### EXERCISE PROMPT
Exactly retype the opening line of the entries and every line after it, ending with the line that contains "0 #a4a5a6) drop-shadow(-2px". Skip all pictures.

[[ DATA SHOWN, beginning ]]

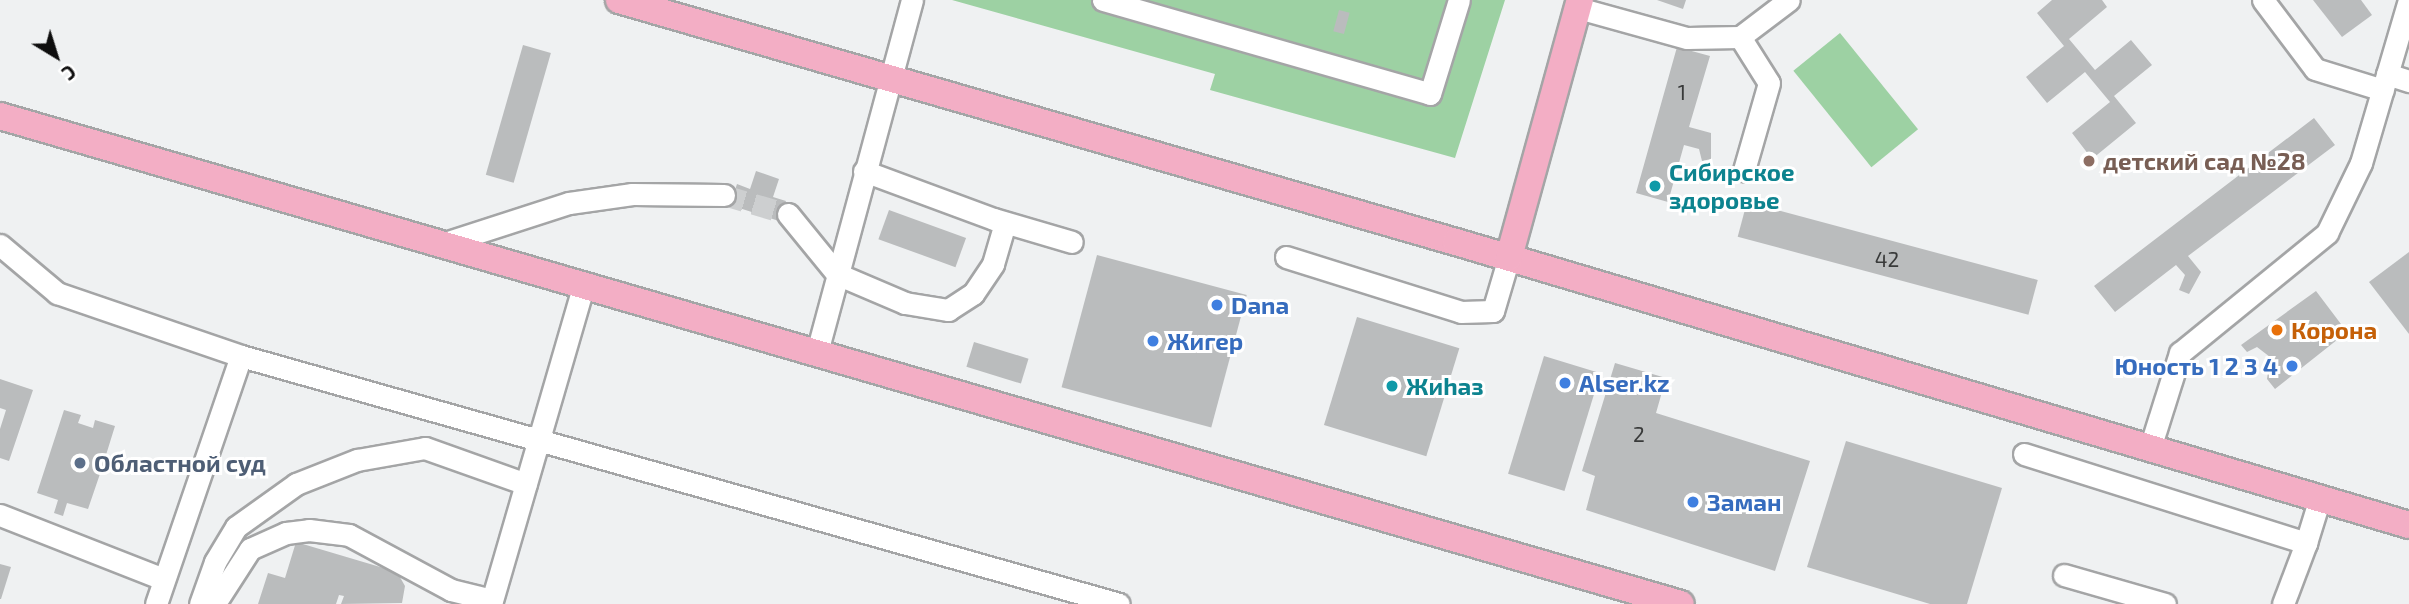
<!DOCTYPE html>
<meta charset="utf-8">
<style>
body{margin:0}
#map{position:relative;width:2409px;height:604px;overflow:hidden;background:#eff1f2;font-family:"Exo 2",sans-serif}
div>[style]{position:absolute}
.green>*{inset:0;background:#9dd1a3;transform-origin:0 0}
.building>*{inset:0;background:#babcbd;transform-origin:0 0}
.minor-tunnel>*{height:21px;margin-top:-10.5px;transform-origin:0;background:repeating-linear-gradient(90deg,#cdcfd0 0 21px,transparent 0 31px)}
.roads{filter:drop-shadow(2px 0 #a4a5a6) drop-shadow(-2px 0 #a4a5a6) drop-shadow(0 2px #a4a5a6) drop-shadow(0 -2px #a4a5a6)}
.minor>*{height:21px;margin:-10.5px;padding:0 10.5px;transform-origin:10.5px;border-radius:10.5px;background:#fff}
.major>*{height:26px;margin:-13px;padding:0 13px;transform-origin:13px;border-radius:13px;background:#f3aec5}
.dots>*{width:19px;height:19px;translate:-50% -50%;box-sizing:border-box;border:4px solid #fff;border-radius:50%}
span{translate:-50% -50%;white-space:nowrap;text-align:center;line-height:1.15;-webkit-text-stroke:6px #fff;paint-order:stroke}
.number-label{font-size:21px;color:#393a3a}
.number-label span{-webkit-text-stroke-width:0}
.education-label{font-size:24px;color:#785e54;font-weight:700}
.left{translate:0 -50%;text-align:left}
.culture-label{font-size:24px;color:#0d838f;font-weight:700}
.shop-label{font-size:24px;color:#366cbe;font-weight:700}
.right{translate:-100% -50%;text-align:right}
.food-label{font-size:24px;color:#c56008;font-weight:700}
.service-label{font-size:24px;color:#4e5e75;font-weight:700}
.north{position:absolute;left:21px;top:21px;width:70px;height:70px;-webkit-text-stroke:5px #fff;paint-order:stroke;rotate:142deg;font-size:19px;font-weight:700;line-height:28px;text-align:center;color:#0e0e0e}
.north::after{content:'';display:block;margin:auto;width:24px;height:32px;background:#0e0e0e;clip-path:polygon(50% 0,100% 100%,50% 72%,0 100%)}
</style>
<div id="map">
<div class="green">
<div style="clip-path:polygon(952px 0,1505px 0,1455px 158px,1210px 90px,1215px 74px)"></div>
<div style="left:1840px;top:33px;width:124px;height:60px;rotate:51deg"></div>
</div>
<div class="building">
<div style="clip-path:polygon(1657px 0,1686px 0,1683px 9px)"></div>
<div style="clip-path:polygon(2052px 0,2102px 0,2107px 7px,2069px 39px,2095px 70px,2131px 40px,2152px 65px,2114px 96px,2136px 123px,2092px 159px,2072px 133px,2110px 102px,2085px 72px,2047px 103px,2026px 77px,2064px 46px,2037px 13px)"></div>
<div style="clip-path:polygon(2313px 0,2361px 0,2372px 15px,2342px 37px)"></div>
<div style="left:1339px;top:10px;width:11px;height:22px;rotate:15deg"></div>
<div style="left:523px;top:45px;width:29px;height:135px;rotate:16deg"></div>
<div style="clip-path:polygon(1677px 47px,1710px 56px,1689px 127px,1711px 133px,1711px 159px,1702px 161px,1699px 149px,1684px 145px,1668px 202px,1636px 193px)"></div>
<div style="clip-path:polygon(2314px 118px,2335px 145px,2188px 256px,2201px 272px,2189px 294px,2179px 290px,2185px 275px,2176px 265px,2115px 312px,2094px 286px)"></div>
<div style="clip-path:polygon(756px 171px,779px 179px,773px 197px,786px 201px,779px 221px,730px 205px,737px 184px,750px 189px)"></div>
<div style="left:1747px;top:202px;width:301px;height:36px;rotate:15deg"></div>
<div style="left:889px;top:210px;width:82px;height:31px;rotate:20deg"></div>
<div style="clip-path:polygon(2409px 252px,2409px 334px,2369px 282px)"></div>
<div style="left:1097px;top:255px;width:155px;height:137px;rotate:15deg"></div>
<div style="clip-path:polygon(2316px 291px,2347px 332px,2275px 389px,2267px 379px,2270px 357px,2257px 347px,2247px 352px,2241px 345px)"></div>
<div style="left:1357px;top:317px;width:107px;height:113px;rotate:17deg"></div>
<div style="left:974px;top:342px;width:57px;height:26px;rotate:17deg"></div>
<div style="left:1544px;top:356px;width:59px;height:123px;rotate:17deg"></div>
<div style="clip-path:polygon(1615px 363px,1666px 378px,1656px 413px,1810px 461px,1775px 571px,1586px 510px,1595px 476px,1582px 471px)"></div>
<div style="clip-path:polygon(0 379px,33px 390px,9px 461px,0 458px,0 429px,6px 410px,0 408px)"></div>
<div style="clip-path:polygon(64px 410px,81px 415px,78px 423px,93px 428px,95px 420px,115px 426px,106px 455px,116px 458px,111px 471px,102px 468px,88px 509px,67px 503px,63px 516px,54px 513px,58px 500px,37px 493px)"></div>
<div style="clip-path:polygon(1846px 441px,2002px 488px,1967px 604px,1930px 604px,1807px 567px)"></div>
<div style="clip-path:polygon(296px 542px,397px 572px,405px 586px,402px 603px,341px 604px,344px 596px,339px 595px,336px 604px,258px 604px,268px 573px,285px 578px)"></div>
<div style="clip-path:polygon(0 564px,11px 567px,1px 599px,0 599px)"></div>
</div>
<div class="minor-tunnel">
<div style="left:724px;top:195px;width:67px;rotate:16.5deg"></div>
</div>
<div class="roads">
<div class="minor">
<div style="left:1103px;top:0;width:340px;rotate:16deg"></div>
<div style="left:1430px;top:94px;width:98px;rotate:-72.9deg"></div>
<div style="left:2263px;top:0;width:86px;rotate:53deg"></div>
<div style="left:2315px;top:69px;width:71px;rotate:17.2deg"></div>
<div style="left:1578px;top:8px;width:113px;rotate:15.4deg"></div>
<div style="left:1687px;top:38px;width:53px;rotate:-1.1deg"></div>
<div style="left:1740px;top:37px;width:54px;rotate:57.8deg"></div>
<div style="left:1769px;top:83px;width:91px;rotate:106deg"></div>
<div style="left:1740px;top:37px;width:61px;rotate:-37.1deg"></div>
<div style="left:2387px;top:74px;width:23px;rotate:18deg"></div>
<div style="left:864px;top:171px;width:139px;rotate:20.3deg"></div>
<div style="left:994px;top:219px;width:81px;rotate:16.4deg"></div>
<div style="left:788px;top:214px;width:77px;rotate:50.8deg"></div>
<div style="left:837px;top:274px;width:74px;rotate:23.1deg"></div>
<div style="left:905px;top:303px;width:44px;rotate:9.2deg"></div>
<div style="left:948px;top:310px;width:30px;rotate:-33deg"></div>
<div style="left:973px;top:294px;width:36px;rotate:-56deg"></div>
<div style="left:993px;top:264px;width:43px;rotate:-73.7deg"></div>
<div style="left:445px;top:243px;width:130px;rotate:-17.9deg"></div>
<div style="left:569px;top:203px;width:64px;rotate:-8.1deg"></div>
<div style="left:632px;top:194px;width:92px;rotate:0.6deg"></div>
<div style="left:0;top:245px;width:75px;rotate:40.1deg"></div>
<div style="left:57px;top:293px;width:194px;rotate:18.9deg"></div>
<div style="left:241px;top:356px;width:912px;rotate:15.77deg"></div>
<div style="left:1286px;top:257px;width:183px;rotate:17.4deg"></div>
<div style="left:1461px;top:312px;width:32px;rotate:-2deg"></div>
<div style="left:1493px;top:311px;width:56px;rotate:-73.5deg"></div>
<div style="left:817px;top:352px;width:365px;rotate:-74.9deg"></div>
<div style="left:2150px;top:448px;width:100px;rotate:-72.5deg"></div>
<div style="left:2180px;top:353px;width:190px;rotate:-39.2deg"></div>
<div style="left:2327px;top:233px;width:78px;rotate:-64.1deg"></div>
<div style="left:2361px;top:163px;width:170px;rotate:-73.6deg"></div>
<div style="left:2024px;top:454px;width:296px;rotate:17.5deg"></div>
<div style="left:2306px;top:543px;width:44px;rotate:-72.8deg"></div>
<div style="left:0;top:515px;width:175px;rotate:21.4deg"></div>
<div style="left:2064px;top:575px;width:105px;rotate:16deg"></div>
<div style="left:219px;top:597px;width:57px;rotate:-57.1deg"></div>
<div style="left:250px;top:549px;width:39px;rotate:-24deg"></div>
<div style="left:286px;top:533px;width:23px;rotate:-7deg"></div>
<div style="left:309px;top:530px;width:40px;rotate:7.1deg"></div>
<div style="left:349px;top:535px;width:116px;rotate:28.3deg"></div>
<div style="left:451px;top:590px;width:42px;rotate:13.7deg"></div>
<div style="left:156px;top:604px;width:262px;rotate:-71.1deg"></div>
<div style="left:200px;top:604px;width:45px;rotate:-70.3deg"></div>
<div style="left:215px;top:562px;width:41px;rotate:-59deg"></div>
<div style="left:236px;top:527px;width:74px;rotate:-35.6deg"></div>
<div style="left:296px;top:484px;width:66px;rotate:-21.5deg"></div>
<div style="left:357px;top:460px;width:69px;rotate:-10deg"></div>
<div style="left:425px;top:448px;width:107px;rotate:19.6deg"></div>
<div style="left:491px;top:604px;width:333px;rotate:-73.8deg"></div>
<div style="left:2283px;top:604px;width:65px;rotate:-69.3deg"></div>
</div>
<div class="major">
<div style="left:619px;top:0;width:871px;rotate:16.13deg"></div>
<div style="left:1456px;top:242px;width:994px;rotate:16.54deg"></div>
<div style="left:0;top:116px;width:1750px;rotate:16.19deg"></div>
<div style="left:1509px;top:257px;width:267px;rotate:-74.6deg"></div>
</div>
</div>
<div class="dots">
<div style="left:2089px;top:161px;background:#8d6e63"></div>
<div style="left:1655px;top:186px;background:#0f9aa8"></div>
<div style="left:1217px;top:305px;background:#3f7fe0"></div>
<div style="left:2277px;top:330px;background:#e8710a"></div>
<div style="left:1153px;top:341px;background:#3f7fe0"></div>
<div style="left:2292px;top:366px;background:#3f7fe0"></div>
<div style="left:1565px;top:383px;background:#3f7fe0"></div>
<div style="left:1392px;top:386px;background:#0f9aa8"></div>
<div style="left:80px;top:463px;background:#5c6f8a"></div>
<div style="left:1693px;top:502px;background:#3f7fe0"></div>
</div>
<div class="number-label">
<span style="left:1682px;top:92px">1</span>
<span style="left:1887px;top:259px">42</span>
<span style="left:1639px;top:434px">2</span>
</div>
<div class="education-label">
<span class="left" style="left:2103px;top:161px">детский сад №28</span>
</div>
<div class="culture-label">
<span class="left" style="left:1669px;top:186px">Сибирское<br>здоровье</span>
<span class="left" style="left:1406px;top:386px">Жиhаз</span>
</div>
<div class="shop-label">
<span class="left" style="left:1231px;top:305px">Dana</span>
<span class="left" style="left:1167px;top:341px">Жигер</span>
<span class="right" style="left:2278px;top:366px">Юность 1 2 3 4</span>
<span class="left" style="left:1579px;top:383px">Alser.kz</span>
<span class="left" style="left:1707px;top:502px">Заман</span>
</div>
<div class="food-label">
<span class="left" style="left:2291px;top:330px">Корона</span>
</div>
<div class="service-label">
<span class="left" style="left:94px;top:463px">Областной суд</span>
</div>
<div class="north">С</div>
</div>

[[ DATA SHOWN, end ]]

### RESPONSE TO THIS EXERCISE
<!DOCTYPE html>
<meta charset="utf-8">
<style>
body{margin:0}
#map{position:relative;width:2409px;height:604px;overflow:hidden;background:#eff1f2;font-family:"Exo 2",sans-serif}
div>[style]{position:absolute}
.green>*{inset:0;background:#9dd1a3;transform-origin:0 0}
.building>*{inset:0;background:#babcbd;transform-origin:0 0}
.minor-tunnel>*{height:21px;margin-top:-10.5px;transform-origin:0;background:repeating-linear-gradient(90deg,#cdcfd0 0 21px,transparent 0 31px)}
.roads{filter:drop-shadow(2px 0 #a4a5a6) drop-shadow(-2px 0 #a4a5a6) drop-shadow(0 2px #a4a5a6) drop-shadow(0 -2px #a4a5a6)}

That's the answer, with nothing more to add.